Some students in Kota Kinabalu are so poor that it’s quite normal to hear of one who typically survives on only a bowl of instant noodles a day.
This is according to Mary Anne K Baltazar, the Manager of Pusat Belia’s Alamesra Youth-PREP Centre in the Sabah capital. She was explaining to FMT why the centre recently started a food programme called BAH Makan, which stands for “Belia Ada Hak (Youths Have Rights)”.
Baltazar asserted that youth rights included the right to regular and balanced meals.
BAH Makan was initiated in July and is aimed at helping out students at private colleges around the area where the Alamesra Centre has its offices.
“The lack of financial resources has been a key issue faced by youths, particularly students from rural communities who are studying at private institutions in KK,” Baltazar said.

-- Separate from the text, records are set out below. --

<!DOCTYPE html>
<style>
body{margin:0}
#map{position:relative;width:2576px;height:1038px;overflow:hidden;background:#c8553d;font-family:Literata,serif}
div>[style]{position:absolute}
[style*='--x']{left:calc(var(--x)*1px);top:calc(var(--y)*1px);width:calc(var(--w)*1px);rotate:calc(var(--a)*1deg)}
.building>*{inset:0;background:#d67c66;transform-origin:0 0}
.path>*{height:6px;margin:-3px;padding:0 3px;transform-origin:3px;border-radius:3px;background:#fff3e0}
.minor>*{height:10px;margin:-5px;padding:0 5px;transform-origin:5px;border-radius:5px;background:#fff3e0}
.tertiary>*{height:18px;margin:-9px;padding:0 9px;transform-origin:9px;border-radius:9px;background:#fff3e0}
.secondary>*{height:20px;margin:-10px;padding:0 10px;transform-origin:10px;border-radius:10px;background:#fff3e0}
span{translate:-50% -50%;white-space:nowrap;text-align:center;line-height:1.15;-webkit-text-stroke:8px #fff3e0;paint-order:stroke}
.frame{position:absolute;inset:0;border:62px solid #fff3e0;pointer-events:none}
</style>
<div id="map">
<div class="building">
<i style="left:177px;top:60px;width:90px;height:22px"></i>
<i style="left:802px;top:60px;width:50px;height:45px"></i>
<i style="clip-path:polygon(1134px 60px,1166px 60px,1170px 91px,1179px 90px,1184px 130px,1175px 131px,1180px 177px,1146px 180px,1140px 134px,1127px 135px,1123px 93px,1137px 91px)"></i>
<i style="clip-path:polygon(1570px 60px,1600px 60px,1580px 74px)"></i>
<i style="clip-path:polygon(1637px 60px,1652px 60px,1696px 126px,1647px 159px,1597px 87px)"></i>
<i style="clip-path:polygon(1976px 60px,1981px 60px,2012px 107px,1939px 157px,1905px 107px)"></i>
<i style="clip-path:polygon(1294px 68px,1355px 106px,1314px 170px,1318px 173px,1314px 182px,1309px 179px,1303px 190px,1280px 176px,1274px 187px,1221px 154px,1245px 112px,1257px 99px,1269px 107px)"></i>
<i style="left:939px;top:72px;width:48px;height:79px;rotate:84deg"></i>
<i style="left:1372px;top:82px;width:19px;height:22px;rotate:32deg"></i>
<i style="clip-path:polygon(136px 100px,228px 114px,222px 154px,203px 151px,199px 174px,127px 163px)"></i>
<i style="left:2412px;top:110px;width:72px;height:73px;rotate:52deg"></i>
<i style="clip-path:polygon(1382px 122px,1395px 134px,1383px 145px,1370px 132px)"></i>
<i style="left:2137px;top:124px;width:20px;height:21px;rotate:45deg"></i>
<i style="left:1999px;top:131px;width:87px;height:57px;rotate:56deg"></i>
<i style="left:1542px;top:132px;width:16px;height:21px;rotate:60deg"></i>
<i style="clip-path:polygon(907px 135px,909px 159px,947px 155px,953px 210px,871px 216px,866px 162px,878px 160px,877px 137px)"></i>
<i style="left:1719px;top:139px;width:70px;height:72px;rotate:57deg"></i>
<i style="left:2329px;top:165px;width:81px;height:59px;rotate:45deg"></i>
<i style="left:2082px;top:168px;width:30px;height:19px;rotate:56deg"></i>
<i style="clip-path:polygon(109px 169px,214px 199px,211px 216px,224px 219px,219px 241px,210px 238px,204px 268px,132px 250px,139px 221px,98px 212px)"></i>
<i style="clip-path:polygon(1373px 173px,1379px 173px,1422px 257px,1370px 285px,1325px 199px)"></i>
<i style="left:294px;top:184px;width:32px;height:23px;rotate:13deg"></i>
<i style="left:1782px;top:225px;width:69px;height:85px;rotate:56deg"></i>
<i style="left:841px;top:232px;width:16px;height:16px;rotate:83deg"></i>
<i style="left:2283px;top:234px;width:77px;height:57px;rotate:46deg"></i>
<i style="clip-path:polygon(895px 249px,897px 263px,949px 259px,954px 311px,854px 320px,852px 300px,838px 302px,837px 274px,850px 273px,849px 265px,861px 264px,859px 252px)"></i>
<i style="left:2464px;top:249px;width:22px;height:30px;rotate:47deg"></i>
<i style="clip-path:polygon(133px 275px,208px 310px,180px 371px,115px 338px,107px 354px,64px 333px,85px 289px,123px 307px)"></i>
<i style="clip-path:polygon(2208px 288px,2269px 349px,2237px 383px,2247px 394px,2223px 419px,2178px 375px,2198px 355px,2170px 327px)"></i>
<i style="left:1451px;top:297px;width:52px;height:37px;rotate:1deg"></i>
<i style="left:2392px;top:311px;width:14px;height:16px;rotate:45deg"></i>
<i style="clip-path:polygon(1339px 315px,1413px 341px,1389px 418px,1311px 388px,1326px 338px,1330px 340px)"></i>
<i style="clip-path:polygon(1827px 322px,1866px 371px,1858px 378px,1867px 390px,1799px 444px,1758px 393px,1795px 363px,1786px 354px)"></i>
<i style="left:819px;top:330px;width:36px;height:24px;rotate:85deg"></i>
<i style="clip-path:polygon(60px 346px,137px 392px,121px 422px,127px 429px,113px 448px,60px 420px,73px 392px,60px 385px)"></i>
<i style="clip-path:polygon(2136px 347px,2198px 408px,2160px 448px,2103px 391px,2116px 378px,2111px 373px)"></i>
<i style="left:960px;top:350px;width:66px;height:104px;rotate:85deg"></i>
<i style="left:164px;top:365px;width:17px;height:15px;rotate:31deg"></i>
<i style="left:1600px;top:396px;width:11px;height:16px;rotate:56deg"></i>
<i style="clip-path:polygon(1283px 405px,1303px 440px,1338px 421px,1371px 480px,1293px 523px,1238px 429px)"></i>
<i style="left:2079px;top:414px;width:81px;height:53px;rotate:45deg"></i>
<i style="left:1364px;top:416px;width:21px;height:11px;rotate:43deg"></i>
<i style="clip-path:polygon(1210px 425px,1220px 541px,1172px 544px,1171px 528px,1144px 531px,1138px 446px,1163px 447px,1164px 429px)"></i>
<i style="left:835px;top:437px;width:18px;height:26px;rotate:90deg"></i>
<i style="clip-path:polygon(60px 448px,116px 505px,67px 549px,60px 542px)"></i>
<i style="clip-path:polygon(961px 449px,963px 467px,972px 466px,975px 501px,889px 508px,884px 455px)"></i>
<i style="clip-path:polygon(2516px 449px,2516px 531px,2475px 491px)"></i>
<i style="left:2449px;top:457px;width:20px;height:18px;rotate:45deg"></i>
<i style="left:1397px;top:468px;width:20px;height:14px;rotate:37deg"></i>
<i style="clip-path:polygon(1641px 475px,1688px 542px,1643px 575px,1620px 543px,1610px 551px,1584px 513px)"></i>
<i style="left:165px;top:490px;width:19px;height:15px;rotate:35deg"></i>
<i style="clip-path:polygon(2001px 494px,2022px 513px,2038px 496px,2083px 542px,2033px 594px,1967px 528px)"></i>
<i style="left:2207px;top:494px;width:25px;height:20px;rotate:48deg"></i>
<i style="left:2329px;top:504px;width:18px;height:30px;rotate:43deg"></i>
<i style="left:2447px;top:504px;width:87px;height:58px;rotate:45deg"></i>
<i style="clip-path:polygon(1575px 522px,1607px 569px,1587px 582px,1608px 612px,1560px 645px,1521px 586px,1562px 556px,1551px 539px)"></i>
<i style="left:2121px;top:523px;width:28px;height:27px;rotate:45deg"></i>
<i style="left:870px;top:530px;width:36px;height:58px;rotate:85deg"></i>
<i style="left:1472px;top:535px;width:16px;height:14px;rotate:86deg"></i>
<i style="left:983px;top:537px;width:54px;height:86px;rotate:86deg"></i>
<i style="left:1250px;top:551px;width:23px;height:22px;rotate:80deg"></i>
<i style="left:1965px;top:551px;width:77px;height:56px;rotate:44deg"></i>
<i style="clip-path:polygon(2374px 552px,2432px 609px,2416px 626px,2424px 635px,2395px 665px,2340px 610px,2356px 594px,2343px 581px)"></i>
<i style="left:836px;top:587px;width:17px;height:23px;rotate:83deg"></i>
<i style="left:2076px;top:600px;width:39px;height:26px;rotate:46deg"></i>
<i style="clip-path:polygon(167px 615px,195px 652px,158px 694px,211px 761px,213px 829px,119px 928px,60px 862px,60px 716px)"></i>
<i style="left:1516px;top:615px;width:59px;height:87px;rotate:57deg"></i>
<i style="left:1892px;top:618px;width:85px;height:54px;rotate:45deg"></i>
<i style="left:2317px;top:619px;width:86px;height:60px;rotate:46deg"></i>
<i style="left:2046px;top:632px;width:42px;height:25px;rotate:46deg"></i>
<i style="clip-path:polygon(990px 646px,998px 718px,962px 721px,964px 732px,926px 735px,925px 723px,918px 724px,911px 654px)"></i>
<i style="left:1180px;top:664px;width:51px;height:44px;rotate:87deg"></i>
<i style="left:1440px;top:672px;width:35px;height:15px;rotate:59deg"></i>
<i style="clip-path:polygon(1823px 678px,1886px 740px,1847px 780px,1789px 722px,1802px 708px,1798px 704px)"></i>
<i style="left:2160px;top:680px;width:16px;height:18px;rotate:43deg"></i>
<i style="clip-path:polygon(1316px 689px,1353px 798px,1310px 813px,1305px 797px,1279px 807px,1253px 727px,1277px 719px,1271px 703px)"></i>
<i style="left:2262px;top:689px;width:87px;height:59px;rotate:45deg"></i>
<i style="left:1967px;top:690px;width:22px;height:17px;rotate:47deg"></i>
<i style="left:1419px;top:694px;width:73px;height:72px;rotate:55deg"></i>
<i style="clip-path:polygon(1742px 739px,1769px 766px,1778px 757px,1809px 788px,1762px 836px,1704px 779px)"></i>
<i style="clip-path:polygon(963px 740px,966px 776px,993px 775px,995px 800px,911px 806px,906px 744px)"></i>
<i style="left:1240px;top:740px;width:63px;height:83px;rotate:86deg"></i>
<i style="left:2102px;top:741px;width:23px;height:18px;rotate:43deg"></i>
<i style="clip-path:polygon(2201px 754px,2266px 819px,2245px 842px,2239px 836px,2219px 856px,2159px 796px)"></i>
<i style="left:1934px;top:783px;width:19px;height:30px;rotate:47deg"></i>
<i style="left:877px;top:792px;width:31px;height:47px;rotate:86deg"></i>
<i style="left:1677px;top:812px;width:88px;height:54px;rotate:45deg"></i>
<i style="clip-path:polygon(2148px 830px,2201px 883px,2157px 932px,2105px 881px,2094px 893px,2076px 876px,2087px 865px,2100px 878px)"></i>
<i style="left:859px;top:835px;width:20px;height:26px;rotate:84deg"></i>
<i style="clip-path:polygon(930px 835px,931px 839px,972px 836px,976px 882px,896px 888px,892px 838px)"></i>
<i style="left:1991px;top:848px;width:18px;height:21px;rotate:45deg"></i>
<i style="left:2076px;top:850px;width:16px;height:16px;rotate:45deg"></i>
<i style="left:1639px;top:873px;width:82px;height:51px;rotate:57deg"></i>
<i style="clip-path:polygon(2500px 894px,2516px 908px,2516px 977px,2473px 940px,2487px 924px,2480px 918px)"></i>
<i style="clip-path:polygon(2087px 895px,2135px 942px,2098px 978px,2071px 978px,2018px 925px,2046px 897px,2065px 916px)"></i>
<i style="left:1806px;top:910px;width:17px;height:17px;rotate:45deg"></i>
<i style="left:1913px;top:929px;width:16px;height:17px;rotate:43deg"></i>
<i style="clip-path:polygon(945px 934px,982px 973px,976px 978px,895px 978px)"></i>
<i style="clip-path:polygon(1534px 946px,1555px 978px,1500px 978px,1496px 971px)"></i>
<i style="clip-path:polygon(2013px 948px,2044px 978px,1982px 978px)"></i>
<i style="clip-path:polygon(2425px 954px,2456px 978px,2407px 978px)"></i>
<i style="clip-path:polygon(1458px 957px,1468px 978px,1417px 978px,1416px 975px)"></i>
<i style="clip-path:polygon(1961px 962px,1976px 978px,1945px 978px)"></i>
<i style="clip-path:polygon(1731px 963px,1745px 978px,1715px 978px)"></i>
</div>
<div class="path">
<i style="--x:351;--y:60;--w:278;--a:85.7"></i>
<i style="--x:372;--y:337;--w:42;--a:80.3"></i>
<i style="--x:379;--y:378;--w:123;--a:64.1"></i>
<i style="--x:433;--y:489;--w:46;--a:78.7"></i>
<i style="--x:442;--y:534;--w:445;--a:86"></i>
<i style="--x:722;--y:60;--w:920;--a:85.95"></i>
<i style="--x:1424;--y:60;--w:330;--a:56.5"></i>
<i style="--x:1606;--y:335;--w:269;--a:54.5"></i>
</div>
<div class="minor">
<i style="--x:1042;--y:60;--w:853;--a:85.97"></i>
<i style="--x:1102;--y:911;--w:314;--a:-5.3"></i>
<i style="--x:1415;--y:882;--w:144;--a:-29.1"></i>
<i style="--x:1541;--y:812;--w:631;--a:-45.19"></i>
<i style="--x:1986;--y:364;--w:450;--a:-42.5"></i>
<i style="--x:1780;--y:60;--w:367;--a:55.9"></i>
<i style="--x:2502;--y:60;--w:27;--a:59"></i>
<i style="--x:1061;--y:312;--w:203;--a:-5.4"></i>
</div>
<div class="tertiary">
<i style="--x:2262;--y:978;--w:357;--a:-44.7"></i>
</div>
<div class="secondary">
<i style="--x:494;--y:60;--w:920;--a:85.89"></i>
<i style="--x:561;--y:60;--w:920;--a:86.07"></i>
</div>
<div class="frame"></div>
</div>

She noted that the cost of living in Kota Kinabalu was high. It costs an average of RM10 for meals each day.
The BAH Makan programme involves a dinner session held once every fortnight at the Alamesra Centre and the distribution of dry food supplies from a food bank.
At the dinner sessions, students are served a simple but balanced meal. “These sessions also provide them an avenue to meet and form a youth-for-youth support group,” Baltazar said, adding that some 30 to 35 students were appearing on a regular basis, with more expected each fortnight.

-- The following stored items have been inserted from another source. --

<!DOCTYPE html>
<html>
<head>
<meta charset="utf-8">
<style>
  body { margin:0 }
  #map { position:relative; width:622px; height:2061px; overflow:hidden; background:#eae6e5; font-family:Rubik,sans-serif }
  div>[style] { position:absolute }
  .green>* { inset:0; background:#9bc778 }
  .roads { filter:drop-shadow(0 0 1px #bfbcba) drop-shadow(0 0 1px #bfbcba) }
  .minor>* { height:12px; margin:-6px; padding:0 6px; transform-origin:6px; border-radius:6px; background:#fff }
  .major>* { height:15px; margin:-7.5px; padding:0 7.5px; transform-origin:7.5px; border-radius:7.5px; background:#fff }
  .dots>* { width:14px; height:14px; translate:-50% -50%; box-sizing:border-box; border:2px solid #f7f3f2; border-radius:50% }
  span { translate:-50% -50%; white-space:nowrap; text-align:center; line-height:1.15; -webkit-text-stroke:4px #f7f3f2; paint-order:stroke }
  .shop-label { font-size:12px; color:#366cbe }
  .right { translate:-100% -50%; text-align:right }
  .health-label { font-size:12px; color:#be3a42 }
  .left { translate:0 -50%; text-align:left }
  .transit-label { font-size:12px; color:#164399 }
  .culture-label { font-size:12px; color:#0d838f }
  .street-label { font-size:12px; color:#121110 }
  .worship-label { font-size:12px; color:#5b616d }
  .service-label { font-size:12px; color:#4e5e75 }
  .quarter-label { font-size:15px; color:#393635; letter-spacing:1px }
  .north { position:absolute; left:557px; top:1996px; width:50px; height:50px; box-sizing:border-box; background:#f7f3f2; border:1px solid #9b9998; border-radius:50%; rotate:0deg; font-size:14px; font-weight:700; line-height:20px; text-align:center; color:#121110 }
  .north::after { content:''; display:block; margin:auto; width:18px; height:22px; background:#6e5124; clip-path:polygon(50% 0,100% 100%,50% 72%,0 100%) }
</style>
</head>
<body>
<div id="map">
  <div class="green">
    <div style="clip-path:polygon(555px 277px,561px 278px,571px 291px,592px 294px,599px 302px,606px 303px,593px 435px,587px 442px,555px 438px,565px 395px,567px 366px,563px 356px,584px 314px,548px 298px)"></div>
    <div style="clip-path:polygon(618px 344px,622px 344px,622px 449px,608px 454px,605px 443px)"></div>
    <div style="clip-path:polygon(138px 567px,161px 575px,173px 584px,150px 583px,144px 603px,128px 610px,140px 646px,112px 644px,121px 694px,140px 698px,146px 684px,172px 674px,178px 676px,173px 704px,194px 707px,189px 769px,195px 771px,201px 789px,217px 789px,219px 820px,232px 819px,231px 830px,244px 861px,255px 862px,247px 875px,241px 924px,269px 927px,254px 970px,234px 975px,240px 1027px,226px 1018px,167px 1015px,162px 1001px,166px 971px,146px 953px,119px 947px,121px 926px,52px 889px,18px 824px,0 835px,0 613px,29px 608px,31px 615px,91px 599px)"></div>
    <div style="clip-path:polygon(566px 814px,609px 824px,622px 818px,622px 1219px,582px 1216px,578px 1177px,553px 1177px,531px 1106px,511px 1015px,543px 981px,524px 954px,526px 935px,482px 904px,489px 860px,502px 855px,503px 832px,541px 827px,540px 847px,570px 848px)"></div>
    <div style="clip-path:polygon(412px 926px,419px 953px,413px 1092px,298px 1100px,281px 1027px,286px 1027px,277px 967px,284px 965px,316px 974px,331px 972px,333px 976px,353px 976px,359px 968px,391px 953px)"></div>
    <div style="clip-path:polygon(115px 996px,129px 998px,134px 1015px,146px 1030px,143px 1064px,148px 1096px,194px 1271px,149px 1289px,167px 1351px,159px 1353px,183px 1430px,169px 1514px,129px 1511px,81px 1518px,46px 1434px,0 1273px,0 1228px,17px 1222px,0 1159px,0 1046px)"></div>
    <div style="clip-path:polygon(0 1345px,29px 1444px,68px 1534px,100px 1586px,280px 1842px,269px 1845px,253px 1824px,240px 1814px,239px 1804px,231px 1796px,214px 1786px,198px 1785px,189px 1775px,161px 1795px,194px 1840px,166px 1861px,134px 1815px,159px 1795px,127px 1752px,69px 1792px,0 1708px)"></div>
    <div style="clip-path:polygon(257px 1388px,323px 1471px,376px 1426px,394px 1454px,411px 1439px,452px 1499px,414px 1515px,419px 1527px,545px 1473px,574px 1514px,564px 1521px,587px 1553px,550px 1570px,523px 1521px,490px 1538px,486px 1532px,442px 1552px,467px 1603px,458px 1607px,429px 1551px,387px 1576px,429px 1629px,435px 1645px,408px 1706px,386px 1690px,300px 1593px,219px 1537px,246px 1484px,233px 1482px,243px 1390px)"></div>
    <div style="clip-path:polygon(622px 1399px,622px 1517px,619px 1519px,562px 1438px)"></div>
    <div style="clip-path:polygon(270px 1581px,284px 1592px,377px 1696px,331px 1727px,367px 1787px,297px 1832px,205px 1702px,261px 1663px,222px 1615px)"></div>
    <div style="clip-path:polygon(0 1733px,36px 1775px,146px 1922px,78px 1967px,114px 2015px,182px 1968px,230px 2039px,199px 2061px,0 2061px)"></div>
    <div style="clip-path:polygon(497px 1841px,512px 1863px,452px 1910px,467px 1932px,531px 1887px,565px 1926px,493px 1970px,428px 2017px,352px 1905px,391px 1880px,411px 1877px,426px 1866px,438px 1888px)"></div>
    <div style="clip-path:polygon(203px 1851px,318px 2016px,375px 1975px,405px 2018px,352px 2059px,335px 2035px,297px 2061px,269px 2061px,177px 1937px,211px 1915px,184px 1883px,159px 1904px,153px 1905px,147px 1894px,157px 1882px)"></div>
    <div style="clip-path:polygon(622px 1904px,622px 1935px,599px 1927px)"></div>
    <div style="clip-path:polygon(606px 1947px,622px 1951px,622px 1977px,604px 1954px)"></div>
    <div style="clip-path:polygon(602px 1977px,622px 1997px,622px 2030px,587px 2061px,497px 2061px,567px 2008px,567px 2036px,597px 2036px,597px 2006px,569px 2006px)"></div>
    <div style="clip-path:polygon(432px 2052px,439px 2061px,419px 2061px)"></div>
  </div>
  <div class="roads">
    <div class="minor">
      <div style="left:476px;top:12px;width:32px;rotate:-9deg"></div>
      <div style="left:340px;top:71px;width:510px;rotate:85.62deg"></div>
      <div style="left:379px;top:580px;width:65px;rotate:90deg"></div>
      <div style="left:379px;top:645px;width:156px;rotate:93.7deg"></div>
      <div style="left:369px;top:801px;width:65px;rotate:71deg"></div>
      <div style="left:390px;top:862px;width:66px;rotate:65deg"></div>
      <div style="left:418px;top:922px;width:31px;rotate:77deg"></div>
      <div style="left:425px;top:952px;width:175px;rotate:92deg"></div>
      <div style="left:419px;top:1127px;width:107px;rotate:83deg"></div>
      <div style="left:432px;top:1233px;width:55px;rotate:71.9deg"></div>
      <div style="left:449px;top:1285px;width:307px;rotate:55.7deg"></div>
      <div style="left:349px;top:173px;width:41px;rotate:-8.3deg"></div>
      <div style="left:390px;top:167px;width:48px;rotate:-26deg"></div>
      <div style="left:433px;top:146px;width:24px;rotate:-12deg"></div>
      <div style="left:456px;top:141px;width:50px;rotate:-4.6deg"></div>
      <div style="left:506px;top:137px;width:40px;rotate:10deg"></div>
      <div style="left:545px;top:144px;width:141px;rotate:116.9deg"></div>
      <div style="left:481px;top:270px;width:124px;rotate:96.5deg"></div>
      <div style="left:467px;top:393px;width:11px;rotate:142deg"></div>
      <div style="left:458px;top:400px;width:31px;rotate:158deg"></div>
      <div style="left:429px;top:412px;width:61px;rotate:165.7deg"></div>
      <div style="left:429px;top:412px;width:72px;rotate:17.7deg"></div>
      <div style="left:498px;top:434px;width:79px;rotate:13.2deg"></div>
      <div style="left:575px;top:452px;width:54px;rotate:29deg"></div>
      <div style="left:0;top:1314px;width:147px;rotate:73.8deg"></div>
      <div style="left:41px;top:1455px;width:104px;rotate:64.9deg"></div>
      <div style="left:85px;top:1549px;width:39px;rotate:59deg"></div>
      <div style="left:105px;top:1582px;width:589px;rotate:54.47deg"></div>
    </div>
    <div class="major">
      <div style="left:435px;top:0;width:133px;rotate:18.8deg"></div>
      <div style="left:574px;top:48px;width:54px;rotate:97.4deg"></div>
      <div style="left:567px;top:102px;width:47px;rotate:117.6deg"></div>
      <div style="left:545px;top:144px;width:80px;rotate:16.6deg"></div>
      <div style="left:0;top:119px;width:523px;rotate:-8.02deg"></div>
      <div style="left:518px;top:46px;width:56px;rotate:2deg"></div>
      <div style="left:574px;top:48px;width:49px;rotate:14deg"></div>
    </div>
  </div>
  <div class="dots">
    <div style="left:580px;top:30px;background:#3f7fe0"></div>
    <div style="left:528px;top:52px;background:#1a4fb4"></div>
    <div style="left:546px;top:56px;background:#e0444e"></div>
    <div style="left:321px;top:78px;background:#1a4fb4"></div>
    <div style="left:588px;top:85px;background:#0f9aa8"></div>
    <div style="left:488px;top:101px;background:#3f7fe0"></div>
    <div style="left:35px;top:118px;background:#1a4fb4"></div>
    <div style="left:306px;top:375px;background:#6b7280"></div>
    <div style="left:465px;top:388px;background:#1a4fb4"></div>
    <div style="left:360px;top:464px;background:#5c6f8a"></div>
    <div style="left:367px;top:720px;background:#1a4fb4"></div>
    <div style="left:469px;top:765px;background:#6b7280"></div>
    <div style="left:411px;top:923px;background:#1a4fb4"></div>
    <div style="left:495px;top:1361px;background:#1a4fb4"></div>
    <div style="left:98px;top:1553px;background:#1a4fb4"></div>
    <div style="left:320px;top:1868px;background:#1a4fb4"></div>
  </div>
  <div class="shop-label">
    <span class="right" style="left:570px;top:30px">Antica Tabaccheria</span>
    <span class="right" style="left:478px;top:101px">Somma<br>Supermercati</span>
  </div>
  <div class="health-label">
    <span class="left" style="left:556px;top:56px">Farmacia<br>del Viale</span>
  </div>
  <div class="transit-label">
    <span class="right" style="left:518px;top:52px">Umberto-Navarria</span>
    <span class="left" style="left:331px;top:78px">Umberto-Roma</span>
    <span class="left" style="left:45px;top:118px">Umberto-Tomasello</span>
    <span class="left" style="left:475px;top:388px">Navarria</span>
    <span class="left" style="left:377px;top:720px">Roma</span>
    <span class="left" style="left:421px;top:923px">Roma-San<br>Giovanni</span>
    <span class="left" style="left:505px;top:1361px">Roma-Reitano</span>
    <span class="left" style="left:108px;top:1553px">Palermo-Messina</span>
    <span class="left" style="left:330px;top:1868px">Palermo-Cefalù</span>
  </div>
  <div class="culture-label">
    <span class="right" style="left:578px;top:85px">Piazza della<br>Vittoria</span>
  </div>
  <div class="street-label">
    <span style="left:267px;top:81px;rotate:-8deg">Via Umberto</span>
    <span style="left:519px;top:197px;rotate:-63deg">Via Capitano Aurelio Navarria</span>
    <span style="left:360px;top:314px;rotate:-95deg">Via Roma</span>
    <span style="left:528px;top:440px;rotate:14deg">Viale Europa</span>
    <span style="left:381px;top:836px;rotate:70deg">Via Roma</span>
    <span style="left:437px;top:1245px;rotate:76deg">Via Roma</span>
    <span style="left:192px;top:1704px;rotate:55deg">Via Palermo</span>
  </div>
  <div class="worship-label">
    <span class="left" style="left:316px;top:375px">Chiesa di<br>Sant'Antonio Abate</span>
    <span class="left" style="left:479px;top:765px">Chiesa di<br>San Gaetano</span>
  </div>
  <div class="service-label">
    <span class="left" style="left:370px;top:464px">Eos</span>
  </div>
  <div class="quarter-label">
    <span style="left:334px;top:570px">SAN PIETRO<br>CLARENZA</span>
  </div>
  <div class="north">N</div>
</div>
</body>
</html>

The food bank, she explained, enabled students to have some food when they were financially stretched.
The bank is located at the Almesra Centre and is open every day. At any one time, each student is allowed to take five food items and five drink packets. There is no limit as to the number of times the students can replenish their provisions.
Baltazar said about 80 students were accessing the bank regularly.
She credited the Good Shepherd Services, an NGO, with the seed fund for the food bank, which has since been supplemented by donations from individuals and organisations.
She said members of the public and organisations who wished to help with the food programme can contact the centre at 088 485 371.
“Because most of these students don’t have access to cooking facilities at their hostels, the types of food we require are 3-in-1 coffee, tea or Milo; cereals, biscuits, canned food such as sardines, tuna and chicken curry; instant noodles and rice,” she said.
The centre plans to go mobile to reach out to students from other colleges around the city. It also plans to set up more food banks.
“We also hope to be able to conduct budgeting and income generating programmes for the students,” she said.